(Data for analysis Opens)
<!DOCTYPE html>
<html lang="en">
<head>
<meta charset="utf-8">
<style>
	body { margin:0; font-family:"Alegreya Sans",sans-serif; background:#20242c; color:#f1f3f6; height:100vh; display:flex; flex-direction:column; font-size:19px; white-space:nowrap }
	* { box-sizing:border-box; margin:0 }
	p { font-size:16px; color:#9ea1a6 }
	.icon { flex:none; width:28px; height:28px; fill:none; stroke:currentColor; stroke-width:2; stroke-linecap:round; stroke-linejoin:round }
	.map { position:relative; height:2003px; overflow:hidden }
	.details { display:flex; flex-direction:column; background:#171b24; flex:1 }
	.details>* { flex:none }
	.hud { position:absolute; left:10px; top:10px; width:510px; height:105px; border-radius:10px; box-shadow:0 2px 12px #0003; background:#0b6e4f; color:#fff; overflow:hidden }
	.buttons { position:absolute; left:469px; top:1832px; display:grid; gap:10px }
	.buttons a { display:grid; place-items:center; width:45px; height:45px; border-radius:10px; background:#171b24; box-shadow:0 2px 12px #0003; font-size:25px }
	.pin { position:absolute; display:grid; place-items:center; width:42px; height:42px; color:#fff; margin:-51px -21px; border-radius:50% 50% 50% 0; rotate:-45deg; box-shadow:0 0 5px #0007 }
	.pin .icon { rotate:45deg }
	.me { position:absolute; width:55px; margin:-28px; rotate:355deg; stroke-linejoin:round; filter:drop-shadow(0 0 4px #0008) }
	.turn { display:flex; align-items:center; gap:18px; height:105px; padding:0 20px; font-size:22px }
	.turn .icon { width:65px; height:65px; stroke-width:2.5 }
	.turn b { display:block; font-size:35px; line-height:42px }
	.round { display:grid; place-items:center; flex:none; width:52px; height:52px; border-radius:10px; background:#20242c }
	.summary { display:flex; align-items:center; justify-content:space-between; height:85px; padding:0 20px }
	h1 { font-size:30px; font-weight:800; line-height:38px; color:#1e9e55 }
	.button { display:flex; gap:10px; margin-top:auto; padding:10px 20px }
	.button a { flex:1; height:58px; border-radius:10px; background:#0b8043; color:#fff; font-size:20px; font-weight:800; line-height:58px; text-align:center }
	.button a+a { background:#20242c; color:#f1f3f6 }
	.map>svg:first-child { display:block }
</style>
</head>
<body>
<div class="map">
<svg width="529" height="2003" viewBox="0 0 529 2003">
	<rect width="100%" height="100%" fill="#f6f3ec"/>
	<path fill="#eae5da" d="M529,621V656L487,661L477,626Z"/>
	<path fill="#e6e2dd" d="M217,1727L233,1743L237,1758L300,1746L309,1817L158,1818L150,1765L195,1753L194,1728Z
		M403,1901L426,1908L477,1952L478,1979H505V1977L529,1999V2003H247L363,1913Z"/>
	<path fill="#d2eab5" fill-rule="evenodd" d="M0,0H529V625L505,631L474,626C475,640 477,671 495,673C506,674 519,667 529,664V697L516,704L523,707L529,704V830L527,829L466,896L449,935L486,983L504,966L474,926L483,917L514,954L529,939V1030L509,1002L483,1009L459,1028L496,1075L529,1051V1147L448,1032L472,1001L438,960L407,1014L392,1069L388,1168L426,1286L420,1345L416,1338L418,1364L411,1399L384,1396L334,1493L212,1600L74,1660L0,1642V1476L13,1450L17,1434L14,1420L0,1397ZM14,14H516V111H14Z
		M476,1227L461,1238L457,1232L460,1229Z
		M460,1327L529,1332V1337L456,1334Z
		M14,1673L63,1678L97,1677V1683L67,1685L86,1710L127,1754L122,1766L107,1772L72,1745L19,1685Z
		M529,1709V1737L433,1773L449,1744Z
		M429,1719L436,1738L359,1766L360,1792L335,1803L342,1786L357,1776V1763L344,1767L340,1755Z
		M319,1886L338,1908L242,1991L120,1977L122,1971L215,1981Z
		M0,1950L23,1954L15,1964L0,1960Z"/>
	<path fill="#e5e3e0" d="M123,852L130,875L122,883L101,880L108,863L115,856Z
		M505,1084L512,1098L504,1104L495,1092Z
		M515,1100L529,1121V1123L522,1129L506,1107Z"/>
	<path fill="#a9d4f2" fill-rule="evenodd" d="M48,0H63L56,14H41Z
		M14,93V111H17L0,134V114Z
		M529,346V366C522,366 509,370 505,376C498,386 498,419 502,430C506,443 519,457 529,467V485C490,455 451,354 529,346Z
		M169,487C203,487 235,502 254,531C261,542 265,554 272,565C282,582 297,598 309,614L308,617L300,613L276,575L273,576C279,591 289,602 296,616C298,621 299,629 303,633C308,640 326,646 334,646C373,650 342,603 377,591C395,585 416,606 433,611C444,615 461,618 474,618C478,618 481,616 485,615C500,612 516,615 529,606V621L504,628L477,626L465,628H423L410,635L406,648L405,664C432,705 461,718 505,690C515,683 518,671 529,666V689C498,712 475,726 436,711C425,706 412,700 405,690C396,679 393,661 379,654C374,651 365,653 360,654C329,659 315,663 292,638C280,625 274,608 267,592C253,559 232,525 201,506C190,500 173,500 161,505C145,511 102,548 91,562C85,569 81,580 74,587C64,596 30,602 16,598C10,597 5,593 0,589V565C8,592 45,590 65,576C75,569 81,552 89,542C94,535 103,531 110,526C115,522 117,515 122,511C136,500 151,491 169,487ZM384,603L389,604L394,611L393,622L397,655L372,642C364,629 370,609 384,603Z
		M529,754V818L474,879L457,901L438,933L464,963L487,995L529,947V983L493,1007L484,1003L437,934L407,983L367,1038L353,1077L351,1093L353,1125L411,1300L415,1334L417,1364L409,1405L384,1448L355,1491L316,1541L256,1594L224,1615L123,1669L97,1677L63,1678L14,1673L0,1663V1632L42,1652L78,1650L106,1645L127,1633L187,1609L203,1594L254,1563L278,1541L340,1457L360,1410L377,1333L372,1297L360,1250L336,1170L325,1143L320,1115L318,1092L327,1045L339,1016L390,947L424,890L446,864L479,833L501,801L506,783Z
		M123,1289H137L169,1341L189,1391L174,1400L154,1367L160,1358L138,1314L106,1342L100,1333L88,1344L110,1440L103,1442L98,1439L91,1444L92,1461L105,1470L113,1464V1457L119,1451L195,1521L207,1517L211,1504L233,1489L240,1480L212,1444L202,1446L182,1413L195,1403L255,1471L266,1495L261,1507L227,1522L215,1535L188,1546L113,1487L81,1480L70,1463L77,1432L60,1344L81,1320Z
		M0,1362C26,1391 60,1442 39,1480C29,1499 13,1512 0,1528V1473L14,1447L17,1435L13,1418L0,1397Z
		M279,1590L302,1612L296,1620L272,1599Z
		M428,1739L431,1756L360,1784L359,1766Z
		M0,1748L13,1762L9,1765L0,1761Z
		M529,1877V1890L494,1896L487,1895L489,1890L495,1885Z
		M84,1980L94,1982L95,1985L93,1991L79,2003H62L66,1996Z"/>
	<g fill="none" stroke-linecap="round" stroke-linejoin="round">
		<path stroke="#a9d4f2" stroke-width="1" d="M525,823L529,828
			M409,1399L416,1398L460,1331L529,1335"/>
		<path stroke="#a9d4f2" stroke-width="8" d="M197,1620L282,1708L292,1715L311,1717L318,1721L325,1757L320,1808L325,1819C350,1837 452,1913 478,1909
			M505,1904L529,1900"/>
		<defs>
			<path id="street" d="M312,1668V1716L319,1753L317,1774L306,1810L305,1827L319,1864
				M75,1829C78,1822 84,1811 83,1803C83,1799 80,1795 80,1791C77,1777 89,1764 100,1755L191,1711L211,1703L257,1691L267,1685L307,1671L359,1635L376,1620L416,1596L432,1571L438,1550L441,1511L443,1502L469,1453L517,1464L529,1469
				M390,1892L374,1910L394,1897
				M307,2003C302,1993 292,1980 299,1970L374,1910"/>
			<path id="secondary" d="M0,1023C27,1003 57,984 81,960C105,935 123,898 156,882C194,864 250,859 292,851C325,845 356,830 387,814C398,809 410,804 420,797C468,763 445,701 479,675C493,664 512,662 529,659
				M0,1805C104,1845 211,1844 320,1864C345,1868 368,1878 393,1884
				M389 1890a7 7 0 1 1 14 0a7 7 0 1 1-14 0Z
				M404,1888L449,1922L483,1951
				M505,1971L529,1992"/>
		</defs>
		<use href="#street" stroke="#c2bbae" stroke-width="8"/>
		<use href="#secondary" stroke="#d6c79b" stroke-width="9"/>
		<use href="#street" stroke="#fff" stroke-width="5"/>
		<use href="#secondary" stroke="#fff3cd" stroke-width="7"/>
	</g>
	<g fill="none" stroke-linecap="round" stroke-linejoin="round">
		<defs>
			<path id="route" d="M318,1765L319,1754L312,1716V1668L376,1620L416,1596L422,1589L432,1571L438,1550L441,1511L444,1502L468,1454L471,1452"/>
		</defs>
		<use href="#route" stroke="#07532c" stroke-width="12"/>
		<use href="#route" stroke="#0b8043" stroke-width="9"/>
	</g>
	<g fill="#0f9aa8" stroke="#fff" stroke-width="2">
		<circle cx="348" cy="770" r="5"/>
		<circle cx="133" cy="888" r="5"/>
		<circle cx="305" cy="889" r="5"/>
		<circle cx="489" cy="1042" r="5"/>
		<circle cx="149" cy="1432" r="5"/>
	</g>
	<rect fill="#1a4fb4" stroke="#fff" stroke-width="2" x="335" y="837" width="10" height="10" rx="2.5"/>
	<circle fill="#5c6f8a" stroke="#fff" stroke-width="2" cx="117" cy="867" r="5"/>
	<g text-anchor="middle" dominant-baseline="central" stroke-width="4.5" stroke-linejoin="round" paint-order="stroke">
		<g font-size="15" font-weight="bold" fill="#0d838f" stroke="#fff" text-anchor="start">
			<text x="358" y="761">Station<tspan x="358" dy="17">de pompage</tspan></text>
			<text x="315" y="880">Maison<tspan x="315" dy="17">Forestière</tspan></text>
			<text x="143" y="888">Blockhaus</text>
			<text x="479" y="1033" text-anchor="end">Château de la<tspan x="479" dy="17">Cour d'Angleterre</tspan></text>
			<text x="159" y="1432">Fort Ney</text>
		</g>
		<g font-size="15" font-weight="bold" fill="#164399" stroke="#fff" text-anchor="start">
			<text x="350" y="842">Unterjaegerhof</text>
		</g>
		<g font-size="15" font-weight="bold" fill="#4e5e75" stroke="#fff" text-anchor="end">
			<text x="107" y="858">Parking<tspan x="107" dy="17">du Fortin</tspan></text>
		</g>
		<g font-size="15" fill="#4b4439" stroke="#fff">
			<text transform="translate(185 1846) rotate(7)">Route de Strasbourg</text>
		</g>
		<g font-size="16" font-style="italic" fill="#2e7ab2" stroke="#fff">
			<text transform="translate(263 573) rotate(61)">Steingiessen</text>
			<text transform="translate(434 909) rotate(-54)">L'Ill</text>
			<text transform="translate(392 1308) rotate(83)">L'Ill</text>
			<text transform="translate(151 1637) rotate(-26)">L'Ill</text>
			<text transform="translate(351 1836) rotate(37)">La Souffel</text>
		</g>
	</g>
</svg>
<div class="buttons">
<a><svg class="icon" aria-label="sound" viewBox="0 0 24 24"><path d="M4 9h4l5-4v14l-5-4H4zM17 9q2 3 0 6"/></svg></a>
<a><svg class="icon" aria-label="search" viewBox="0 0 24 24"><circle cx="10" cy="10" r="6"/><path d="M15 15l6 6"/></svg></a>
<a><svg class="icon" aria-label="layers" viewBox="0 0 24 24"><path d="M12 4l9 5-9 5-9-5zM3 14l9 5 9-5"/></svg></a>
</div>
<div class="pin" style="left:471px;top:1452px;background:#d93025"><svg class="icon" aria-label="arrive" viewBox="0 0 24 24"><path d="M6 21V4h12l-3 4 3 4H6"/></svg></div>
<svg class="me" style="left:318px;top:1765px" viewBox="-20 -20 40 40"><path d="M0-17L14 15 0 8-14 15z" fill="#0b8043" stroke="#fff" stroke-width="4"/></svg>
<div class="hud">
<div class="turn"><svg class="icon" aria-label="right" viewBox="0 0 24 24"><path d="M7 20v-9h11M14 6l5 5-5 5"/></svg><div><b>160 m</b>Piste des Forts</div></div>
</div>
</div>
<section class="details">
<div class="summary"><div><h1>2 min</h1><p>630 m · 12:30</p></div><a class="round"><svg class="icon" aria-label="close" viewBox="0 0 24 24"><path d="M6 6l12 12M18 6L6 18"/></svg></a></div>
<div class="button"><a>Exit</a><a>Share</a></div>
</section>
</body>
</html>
(Data for analysis Closes)
(Data for analysis Opens)
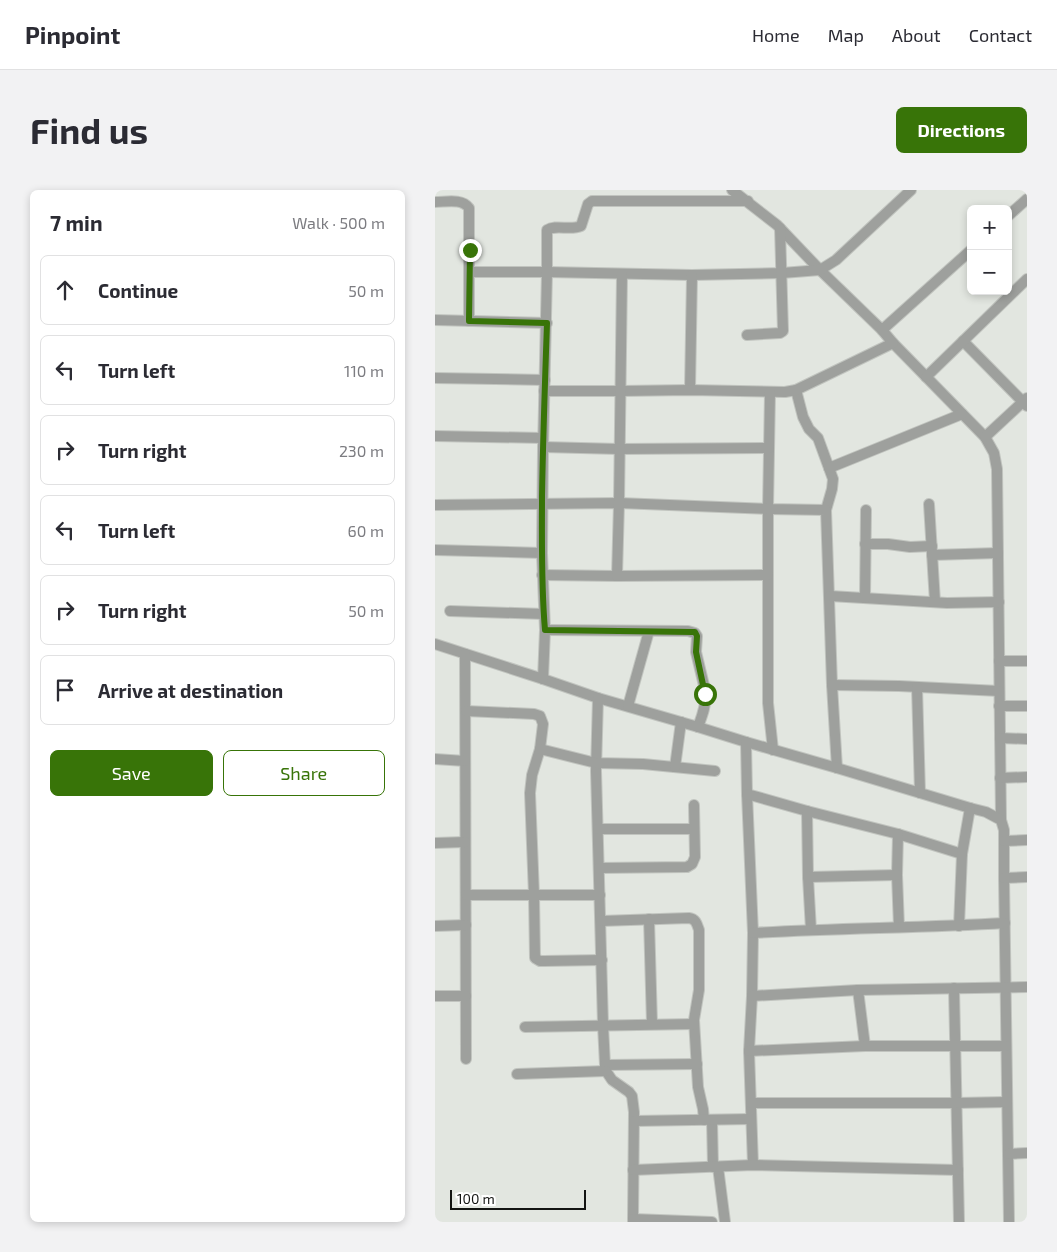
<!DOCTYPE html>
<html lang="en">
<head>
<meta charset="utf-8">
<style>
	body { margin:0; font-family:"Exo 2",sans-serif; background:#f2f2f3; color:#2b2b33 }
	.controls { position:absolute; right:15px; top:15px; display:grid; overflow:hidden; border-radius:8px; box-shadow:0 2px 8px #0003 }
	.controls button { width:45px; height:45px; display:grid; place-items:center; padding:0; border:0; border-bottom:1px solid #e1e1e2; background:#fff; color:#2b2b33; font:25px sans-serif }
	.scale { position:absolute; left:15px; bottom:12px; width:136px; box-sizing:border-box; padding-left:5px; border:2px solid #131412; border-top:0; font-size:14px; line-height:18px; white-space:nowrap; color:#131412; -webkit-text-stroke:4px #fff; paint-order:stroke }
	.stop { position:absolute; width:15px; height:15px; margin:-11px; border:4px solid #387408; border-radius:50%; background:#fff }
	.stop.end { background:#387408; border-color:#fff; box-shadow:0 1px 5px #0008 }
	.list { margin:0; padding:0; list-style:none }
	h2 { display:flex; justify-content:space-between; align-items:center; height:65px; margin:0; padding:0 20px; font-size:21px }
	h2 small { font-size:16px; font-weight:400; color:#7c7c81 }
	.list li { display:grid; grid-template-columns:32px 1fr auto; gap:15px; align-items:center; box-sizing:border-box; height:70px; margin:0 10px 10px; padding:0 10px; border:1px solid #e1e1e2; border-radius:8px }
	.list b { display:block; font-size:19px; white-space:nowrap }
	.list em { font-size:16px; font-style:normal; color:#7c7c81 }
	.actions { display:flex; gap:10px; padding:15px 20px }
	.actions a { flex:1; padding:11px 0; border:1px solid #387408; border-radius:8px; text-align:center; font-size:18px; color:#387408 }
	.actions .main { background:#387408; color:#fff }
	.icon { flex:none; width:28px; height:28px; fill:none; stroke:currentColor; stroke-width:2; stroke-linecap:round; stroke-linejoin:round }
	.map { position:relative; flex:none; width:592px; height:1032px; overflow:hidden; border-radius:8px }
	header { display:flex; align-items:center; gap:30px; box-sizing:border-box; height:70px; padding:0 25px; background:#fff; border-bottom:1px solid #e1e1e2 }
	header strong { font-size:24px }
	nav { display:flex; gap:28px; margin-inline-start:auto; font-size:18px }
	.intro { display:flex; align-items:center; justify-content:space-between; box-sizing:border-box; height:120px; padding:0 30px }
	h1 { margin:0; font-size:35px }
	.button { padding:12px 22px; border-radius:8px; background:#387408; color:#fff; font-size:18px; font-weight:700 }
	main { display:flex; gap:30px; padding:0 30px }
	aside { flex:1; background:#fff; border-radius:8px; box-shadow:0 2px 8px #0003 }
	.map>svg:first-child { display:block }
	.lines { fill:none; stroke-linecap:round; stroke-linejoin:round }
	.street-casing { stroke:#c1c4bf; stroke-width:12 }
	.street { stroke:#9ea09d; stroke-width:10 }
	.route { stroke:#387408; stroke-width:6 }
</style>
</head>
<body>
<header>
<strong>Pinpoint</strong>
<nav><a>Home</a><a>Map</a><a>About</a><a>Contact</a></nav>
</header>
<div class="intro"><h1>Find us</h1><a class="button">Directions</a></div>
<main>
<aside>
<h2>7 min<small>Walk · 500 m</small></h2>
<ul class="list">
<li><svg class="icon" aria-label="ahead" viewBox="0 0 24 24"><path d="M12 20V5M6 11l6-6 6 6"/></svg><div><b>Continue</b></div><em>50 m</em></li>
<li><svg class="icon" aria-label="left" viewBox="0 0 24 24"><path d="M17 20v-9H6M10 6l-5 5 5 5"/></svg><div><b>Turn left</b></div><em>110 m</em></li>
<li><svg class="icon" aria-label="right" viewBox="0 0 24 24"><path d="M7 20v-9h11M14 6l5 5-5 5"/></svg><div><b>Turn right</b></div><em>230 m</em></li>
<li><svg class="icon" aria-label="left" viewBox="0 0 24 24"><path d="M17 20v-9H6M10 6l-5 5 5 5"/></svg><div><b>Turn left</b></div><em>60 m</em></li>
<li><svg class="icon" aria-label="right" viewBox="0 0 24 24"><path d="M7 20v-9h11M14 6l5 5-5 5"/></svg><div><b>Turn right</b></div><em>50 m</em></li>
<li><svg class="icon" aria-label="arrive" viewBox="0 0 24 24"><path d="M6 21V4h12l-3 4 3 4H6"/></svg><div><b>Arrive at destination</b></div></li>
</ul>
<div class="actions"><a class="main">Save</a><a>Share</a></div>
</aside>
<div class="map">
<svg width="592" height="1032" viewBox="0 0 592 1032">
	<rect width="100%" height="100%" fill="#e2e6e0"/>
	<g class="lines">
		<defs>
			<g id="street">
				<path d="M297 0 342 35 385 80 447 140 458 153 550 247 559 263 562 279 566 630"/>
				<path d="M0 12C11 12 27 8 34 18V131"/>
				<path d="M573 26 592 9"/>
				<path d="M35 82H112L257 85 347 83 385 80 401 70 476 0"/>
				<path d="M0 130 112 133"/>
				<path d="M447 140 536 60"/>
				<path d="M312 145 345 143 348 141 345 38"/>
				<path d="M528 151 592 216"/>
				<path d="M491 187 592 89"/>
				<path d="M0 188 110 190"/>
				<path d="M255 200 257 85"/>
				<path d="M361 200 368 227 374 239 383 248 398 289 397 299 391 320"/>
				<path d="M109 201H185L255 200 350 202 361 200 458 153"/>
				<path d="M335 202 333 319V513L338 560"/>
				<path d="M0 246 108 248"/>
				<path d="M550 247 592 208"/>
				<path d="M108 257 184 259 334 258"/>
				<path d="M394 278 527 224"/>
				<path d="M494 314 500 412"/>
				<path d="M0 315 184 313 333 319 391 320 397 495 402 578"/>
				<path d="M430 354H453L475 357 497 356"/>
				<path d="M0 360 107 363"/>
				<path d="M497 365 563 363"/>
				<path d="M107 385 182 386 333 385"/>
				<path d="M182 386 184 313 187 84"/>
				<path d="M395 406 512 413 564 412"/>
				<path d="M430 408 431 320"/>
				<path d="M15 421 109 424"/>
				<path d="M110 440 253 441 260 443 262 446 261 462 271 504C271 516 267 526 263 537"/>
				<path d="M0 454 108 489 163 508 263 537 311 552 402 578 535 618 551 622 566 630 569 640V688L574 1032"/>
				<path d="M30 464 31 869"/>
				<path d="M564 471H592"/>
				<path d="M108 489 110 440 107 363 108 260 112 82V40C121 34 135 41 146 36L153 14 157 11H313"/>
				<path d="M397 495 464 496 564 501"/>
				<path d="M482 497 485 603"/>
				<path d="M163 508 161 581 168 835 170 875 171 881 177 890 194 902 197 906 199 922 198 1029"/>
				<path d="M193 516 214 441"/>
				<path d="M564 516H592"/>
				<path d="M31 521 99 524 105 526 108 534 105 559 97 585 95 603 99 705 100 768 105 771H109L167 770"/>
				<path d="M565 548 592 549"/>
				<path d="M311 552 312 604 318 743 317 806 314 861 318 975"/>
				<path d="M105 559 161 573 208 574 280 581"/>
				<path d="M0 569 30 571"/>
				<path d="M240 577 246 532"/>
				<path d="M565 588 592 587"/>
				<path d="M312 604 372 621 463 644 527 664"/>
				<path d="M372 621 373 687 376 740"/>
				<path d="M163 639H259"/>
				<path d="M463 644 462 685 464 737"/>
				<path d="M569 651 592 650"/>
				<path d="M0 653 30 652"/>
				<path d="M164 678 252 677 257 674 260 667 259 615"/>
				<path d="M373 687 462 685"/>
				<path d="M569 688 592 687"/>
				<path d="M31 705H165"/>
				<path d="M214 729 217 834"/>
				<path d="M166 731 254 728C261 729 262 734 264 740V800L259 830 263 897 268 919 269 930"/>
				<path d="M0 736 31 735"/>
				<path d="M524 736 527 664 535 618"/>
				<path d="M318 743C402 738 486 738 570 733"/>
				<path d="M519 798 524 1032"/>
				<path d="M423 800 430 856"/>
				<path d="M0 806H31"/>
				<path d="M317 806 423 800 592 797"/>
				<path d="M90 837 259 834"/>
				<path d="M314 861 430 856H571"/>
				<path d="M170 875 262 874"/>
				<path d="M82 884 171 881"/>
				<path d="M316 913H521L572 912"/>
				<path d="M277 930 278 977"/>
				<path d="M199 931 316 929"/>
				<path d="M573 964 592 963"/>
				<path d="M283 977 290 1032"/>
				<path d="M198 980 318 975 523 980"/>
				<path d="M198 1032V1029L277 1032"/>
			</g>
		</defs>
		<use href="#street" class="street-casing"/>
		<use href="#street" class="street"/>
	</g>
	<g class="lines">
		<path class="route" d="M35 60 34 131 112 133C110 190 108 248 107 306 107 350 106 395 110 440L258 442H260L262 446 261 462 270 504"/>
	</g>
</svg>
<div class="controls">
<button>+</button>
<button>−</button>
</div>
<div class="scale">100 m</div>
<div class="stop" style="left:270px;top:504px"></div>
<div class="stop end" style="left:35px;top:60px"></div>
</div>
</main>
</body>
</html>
(Data for analysis Closes)
Requirement: Repeat word for word the lines above that run from the line containing "M529,1877V1890L494,1896L487,1895L489,1890L495,1885Z" through the line containing "M404,1888L449,1922L483,1951", both ends included, and nothing else.

Answer to this exercise:
		M529,1877V1890L494,1896L487,1895L489,1890L495,1885Z
		M84,1980L94,1982L95,1985L93,1991L79,2003H62L66,1996Z"/>
	<g fill="none" stroke-linecap="round" stroke-linejoin="round">
		<path stroke="#a9d4f2" stroke-width="1" d="M525,823L529,828
			M409,1399L416,1398L460,1331L529,1335"/>
		<path stroke="#a9d4f2" stroke-width="8" d="M197,1620L282,1708L292,1715L311,1717L318,1721L325,1757L320,1808L325,1819C350,1837 452,1913 478,1909
			M505,1904L529,1900"/>
		<defs>
			<path id="street" d="M312,1668V1716L319,1753L317,1774L306,1810L305,1827L319,1864
				M75,1829C78,1822 84,1811 83,1803C83,1799 80,1795 80,1791C77,1777 89,1764 100,1755L191,1711L211,1703L257,1691L267,1685L307,1671L359,1635L376,1620L416,1596L432,1571L438,1550L441,1511L443,1502L469,1453L517,1464L529,1469
				M390,1892L374,1910L394,1897
				M307,2003C302,1993 292,1980 299,1970L374,1910"/>
			<path id="secondary" d="M0,1023C27,1003 57,984 81,960C105,935 123,898 156,882C194,864 250,859 292,851C325,845 356,830 387,814C398,809 410,804 420,797C468,763 445,701 479,675C493,664 512,662 529,659
				M0,1805C104,1845 211,1844 320,1864C345,1868 368,1878 393,1884
				M389 1890a7 7 0 1 1 14 0a7 7 0 1 1-14 0Z
				M404,1888L449,1922L483,1951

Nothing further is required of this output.